I lettori ci scrivono

Attentato Mosca, malattie, nuove droghe, guerre: una Pasqua con il cielo a chiazze

Come classificare questa Pasqua 2024? Probabilmente, l’immagine più appropriata è quella del cielo a chiazze che ci è data di osservare, talvolta, in questo periodo. Uno sfondo azzurro su cui navigano brandelli di nubi grigie ma anche nuvoloni cupi, minacciosi, che sbucano da dietro le montagne. Mentre, ogni tanto, sbuffate improvvise di aria fredda ci avvertono che ci sarà un temporale.

Cosa significa questa allegoria? Che tutto, almeno in Europa, sembra funzionare come prima (lo sfondo azzurro). Che la vita sociale procede ancora, tutto sommato, in modo prevedibile, gratificante. C’è qualcosa, però, che disturba l’inquadratura coscienziale (le nubi grigie). Come sempre, del resto. Cortei in piazza turbolenti. Giovani disorientati, sempre più sedotti da modelli estremi e violenti.

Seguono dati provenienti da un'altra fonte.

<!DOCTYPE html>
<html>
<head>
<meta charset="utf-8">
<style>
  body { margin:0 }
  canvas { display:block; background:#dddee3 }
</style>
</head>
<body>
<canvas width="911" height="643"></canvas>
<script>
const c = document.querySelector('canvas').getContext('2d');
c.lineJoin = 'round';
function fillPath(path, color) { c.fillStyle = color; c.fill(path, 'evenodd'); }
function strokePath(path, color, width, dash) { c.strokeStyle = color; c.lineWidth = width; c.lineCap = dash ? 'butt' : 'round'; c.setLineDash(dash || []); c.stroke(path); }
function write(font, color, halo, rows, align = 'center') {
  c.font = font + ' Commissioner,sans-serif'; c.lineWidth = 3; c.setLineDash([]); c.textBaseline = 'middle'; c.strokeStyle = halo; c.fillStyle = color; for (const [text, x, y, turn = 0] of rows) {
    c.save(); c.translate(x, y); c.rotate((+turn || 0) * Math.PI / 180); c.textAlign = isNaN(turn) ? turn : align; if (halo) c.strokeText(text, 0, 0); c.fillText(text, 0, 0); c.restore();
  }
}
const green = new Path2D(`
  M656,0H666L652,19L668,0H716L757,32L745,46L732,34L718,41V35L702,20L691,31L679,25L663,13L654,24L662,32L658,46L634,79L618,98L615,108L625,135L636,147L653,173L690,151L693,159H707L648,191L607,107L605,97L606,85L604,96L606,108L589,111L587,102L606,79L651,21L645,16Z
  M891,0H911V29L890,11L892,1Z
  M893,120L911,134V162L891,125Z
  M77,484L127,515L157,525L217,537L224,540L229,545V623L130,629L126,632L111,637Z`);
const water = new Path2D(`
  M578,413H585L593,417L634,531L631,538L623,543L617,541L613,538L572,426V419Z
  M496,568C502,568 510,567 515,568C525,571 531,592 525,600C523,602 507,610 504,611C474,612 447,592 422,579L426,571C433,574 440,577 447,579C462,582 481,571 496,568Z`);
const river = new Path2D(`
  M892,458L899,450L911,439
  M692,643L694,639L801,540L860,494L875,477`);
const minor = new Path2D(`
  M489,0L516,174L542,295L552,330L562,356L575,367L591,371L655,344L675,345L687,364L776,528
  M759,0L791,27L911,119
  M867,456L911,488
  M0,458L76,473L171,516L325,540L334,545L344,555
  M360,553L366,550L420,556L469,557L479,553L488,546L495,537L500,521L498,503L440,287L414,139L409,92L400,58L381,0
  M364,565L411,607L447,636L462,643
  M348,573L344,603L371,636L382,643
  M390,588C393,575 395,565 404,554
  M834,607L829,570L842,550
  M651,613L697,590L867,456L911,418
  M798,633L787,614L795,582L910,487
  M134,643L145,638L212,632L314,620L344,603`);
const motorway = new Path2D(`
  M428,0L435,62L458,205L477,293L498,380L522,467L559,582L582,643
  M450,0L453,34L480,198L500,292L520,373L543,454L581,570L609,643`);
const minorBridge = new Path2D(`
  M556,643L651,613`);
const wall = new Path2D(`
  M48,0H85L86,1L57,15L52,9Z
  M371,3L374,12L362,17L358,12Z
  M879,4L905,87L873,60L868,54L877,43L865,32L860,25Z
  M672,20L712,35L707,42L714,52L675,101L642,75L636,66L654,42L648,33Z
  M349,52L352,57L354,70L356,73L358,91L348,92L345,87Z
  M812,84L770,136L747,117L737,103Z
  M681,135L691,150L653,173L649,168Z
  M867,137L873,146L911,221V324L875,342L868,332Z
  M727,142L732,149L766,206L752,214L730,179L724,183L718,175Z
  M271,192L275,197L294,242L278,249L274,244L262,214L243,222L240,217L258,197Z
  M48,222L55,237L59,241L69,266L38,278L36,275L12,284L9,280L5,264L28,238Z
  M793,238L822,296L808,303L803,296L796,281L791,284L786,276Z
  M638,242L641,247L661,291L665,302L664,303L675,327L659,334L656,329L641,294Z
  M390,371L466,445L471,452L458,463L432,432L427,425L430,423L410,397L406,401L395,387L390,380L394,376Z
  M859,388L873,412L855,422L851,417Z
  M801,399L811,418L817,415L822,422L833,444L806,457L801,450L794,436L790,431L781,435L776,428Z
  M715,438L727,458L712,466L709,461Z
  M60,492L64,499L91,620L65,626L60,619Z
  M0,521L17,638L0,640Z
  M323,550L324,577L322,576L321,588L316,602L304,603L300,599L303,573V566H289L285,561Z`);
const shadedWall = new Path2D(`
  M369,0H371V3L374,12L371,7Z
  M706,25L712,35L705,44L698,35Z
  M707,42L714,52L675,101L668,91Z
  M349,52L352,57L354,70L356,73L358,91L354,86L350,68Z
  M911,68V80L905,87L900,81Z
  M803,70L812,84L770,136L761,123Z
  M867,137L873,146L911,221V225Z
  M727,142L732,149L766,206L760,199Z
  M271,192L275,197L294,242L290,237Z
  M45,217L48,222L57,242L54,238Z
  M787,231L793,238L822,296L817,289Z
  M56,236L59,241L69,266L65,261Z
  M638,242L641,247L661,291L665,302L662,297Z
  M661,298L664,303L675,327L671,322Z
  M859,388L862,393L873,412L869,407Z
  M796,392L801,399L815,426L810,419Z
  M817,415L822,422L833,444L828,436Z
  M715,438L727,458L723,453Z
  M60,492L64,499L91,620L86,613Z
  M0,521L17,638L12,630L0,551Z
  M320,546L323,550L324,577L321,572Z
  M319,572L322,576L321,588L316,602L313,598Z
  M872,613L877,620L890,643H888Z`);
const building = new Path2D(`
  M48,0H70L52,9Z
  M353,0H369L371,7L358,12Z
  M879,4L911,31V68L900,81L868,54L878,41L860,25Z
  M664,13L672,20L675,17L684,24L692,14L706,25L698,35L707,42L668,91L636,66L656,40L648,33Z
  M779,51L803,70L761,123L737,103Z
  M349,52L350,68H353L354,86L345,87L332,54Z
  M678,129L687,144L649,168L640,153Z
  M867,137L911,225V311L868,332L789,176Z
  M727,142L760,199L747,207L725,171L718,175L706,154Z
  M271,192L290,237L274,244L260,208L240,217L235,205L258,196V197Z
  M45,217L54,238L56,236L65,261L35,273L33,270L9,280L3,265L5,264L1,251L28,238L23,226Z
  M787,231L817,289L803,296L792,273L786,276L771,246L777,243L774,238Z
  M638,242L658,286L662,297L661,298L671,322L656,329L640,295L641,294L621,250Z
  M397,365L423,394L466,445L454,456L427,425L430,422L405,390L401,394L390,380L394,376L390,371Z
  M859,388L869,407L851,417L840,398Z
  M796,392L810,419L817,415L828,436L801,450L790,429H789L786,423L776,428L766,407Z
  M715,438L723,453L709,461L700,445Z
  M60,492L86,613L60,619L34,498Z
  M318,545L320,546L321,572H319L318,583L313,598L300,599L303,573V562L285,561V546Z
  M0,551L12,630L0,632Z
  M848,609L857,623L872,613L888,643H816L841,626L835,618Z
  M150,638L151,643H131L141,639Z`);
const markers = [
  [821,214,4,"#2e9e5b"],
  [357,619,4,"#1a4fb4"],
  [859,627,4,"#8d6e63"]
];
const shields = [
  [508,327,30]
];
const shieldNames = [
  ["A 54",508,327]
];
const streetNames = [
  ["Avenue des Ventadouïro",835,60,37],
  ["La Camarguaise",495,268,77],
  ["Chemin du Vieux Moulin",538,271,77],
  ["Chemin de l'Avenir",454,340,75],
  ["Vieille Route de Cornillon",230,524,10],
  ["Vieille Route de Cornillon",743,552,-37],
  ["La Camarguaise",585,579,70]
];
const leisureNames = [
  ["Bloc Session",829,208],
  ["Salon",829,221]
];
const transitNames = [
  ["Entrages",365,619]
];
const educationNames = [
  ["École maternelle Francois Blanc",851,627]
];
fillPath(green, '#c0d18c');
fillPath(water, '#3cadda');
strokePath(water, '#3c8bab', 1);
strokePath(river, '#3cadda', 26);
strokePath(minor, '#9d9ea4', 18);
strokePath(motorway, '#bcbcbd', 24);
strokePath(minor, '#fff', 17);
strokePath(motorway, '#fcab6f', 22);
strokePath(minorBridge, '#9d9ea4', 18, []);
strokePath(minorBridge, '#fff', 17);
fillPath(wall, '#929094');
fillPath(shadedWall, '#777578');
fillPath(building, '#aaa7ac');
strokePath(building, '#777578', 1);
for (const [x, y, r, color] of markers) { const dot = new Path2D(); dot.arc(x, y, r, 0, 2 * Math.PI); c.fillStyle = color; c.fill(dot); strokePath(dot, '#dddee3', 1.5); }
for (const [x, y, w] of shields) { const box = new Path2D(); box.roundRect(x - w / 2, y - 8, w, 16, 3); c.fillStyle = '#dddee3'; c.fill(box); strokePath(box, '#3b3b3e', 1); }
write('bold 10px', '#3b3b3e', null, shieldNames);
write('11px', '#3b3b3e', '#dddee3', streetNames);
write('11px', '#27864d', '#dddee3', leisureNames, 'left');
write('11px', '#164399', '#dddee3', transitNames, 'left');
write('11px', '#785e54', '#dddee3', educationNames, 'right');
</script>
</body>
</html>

Ma non mancano le nuvole cupe e sinistre. Cronache di straordinaria crudeltà, come la strage al teatro di Mosca. Nuove minacce all’integrità mentale del genere umano, come la ‘droga zombi’, il Fentanyl e simili. Esse ci avvertono che una frangia considerevole di ragazzi è alla resa della disperazione. Mentre, altri mostri fanno capolino da dietro le colline, come le terrificanti ultime tipologie virali di provenienza animale (la malattia X).

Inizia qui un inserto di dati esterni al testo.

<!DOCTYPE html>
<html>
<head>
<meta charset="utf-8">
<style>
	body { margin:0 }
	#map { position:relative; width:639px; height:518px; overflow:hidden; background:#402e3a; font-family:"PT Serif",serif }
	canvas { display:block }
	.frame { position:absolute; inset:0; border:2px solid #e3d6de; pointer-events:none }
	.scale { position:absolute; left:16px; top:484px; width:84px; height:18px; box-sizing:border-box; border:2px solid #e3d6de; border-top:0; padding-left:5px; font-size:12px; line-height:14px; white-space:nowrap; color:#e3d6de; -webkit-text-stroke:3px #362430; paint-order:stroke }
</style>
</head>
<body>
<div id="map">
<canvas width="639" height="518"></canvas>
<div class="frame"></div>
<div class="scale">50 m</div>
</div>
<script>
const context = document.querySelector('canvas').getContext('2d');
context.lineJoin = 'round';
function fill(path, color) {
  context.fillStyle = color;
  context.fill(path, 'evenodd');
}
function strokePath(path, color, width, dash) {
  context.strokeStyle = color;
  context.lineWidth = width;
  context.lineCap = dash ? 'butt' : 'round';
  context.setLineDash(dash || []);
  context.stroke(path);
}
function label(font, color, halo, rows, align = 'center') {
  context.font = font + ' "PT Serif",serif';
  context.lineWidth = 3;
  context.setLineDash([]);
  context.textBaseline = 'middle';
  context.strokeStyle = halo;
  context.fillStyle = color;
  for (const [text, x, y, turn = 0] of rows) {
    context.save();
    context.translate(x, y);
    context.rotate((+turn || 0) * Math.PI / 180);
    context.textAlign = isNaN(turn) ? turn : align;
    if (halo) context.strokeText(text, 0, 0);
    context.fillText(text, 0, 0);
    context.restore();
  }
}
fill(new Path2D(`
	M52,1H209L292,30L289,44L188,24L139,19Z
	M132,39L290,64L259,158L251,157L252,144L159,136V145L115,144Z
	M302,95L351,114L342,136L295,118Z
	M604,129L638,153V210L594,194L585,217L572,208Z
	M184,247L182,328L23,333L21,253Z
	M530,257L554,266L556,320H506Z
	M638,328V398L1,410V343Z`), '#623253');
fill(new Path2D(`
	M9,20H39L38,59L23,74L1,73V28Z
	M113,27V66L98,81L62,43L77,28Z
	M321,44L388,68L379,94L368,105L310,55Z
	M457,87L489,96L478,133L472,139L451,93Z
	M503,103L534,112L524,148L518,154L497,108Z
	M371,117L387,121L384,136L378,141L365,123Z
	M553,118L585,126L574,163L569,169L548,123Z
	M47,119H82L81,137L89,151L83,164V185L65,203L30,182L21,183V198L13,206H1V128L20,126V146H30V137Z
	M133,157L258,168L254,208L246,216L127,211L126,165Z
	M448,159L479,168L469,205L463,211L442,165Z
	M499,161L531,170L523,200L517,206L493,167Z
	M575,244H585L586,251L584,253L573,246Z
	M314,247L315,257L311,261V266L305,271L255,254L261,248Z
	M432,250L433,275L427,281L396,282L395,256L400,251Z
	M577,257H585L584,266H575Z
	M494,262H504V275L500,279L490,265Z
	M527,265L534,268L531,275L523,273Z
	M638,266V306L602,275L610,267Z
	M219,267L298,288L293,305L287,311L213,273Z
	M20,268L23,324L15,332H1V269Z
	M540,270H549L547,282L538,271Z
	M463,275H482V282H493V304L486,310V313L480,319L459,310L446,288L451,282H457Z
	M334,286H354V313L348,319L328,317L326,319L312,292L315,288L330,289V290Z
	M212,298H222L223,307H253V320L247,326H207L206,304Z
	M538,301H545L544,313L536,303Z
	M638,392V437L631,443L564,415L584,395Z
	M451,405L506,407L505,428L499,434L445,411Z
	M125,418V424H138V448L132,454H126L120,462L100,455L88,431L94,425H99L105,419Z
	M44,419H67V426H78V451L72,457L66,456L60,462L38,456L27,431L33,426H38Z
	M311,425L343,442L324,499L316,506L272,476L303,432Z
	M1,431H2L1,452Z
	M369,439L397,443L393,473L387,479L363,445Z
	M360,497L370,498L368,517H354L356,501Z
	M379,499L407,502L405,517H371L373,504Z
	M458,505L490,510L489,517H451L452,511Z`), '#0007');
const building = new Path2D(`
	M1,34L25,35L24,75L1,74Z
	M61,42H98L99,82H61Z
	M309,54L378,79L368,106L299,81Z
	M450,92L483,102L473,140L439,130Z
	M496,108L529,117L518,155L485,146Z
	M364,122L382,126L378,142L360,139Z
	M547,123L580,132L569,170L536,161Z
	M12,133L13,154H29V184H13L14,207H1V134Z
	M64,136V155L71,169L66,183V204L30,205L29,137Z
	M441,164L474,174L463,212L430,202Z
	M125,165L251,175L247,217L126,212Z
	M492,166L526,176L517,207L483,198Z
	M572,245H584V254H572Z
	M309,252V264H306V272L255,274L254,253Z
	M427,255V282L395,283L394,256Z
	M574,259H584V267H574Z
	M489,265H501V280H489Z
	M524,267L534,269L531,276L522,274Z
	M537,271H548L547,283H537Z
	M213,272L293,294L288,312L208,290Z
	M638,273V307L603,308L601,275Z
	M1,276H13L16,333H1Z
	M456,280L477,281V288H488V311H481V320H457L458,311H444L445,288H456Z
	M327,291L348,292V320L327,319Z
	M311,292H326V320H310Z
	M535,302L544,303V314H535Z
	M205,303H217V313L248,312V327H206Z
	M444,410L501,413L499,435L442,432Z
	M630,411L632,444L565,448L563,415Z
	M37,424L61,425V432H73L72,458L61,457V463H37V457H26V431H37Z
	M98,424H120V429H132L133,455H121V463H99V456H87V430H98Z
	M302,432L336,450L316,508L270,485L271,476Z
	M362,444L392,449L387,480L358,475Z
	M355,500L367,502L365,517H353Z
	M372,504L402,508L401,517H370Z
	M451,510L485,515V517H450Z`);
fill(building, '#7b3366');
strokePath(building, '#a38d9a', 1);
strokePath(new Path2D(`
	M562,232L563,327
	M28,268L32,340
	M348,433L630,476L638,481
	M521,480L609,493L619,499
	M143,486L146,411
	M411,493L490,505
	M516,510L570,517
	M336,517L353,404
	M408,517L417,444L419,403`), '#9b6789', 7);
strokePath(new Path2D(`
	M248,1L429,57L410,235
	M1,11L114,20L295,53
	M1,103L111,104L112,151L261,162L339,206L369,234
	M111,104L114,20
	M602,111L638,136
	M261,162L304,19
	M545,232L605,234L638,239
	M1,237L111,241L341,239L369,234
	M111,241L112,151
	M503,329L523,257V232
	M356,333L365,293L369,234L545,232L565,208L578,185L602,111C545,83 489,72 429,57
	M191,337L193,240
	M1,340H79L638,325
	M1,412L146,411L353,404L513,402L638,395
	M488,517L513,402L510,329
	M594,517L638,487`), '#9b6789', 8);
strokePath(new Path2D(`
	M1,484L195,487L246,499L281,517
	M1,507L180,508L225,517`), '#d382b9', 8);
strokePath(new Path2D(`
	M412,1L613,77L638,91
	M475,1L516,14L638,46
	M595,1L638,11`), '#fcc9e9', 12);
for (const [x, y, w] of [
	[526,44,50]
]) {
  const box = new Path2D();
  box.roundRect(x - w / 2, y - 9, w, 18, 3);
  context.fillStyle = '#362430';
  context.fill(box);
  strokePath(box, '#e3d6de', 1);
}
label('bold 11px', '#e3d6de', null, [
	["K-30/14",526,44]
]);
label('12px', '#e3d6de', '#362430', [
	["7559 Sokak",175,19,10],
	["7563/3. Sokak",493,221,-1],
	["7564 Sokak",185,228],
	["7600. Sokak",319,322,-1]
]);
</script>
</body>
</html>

Ma, soprattutto, ci sono due guerre che non trovano soluzione e si aggravano di giorno in giorno. E questo, in buona parte, perché chi, al presente, ha la responsabilità di decidere, non intende ascoltare la voce della saggezza sostanziale. In particolare, quella di chi afferma che ‘il più forte’, in questo momento, non è chi continua ad aspirare alla vittoria militare, costi quel che costi, ma chi ha il buon senso di scegliere la strada del male minore: la trattativa. Consapevole che è preferibile farla prima, anziché dopo, sopra mucchi di macerie. E mi riferisco al Papa.

L’impressione è che, in questo momento, per quanto riguarda il futuro, il popolo che ‘vede nero’ sia sempre più numeroso di quello che ‘vede bianco’. Per una sorta di alterazione del gioco delle parti, i rassegnati alla guerra, sembrano predominare. Tuttavia, diciamolo. In un momento così problematico, occorrono più che mai dialogo e razionalità. Abbiamo bisogno di un’ancora della speranza radicata nei fondali della mente. Il che non è utopia ingenua ma può rivelarsi pedagogia creativa, motivante.

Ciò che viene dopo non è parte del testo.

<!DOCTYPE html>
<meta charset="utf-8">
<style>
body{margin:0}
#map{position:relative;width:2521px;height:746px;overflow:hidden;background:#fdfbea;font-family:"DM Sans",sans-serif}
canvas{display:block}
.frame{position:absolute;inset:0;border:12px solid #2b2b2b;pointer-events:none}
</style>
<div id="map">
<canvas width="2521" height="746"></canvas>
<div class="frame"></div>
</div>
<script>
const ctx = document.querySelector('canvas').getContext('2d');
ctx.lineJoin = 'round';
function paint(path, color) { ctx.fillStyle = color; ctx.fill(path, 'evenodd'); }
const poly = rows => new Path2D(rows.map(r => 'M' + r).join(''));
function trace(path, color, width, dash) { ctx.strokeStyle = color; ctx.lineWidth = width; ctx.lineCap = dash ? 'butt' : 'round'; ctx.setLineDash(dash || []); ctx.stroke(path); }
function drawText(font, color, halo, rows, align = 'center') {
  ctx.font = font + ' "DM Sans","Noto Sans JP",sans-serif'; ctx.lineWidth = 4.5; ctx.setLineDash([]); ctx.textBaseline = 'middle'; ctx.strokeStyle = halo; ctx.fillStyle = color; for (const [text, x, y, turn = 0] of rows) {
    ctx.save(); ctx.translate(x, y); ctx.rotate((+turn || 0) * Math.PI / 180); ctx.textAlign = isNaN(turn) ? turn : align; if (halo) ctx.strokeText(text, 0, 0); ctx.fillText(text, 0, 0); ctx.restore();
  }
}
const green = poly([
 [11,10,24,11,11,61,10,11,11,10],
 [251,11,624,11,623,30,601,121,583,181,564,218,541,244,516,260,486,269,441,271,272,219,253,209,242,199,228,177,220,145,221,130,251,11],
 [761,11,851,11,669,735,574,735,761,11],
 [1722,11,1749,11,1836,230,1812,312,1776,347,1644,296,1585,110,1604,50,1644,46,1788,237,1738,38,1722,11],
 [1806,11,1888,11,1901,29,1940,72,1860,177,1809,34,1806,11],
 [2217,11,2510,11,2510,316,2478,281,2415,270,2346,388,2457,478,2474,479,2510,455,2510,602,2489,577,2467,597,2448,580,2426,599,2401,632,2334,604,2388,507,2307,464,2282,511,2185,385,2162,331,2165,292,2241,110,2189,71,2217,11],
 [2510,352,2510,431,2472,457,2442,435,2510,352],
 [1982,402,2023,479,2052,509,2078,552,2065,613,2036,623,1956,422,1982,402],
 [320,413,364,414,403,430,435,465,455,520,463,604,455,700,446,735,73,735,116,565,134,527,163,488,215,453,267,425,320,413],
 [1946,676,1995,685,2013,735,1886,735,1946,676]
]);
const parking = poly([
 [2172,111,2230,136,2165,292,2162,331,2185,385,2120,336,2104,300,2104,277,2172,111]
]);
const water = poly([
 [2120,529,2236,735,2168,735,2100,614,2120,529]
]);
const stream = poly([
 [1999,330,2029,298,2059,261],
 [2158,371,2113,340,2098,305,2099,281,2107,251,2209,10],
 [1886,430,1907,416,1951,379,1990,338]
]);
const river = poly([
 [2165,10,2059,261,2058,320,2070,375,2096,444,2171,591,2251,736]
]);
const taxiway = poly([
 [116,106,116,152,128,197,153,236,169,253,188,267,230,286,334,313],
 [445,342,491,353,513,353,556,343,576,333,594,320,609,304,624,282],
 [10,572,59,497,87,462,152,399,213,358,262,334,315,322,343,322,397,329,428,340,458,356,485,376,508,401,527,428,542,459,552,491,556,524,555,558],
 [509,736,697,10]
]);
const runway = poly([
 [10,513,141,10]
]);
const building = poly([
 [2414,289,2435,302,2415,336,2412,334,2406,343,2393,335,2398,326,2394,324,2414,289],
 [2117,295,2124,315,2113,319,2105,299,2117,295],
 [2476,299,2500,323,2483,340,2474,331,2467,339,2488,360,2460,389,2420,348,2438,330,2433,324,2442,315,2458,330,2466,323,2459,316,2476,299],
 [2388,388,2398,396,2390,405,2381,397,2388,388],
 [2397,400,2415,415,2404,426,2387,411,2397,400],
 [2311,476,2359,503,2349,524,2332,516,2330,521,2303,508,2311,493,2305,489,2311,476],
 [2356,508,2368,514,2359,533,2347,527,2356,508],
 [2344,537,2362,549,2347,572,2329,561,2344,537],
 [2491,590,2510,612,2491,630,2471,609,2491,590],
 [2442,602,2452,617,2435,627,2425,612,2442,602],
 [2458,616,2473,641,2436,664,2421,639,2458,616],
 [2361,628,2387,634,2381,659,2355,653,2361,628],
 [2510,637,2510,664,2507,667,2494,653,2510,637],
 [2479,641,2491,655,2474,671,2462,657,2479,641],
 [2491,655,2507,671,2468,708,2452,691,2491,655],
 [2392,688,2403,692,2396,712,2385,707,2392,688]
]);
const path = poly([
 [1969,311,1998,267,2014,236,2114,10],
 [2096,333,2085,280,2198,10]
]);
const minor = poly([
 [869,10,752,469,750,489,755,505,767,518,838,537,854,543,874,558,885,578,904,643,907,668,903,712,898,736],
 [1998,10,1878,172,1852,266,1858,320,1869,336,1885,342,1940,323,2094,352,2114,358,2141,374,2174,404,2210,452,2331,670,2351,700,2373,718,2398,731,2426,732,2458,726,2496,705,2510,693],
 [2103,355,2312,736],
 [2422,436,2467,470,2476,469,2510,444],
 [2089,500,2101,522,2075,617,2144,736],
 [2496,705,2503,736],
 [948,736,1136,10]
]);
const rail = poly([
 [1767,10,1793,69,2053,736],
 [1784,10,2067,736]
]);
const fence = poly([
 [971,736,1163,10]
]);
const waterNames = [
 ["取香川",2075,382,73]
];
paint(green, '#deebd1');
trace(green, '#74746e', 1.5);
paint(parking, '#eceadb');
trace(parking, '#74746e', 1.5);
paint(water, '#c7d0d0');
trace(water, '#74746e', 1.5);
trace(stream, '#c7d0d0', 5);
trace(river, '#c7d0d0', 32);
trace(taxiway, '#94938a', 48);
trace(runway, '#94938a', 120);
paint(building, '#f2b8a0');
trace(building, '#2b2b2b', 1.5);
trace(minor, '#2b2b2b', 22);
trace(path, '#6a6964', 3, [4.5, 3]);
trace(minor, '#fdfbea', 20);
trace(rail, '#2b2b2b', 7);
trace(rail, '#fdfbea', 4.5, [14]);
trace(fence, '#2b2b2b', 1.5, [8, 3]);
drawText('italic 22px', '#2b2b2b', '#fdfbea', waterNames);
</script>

Infatti, delle tre dimensioni classiche, alla nostra civiltà non manca la dimensione della “larghezza” (l’espansione della conoscenza); non manca la dimensione dell’”altezza” (la tensione a progredire); manca, piuttosto, la dimensione della “profondità”: l’ancoramento a certezze fondamentali ed assolute. L’uomo antico possedeva scarsa conoscenza scientifica (larghezza); era poco progredito (altezza). Ma aveva certezze incrollabili. Era ancorato ai fondamenti (profondità).

Oggi, più che mai, siamo chiamati a riattivare uno sguardo fiducioso che sa scorgere, anche negli avvenimenti negativi, le linee di qualcosa di più grande. Abbiamo bisogno dell’ancora della speranza conficcata nelle profondità di un progetto globale positivo, di un Assoluto. Di quell’ancora “sicura e salda che entra al di là del velo del santuario” (Lettera agli Ebrei, 6,19).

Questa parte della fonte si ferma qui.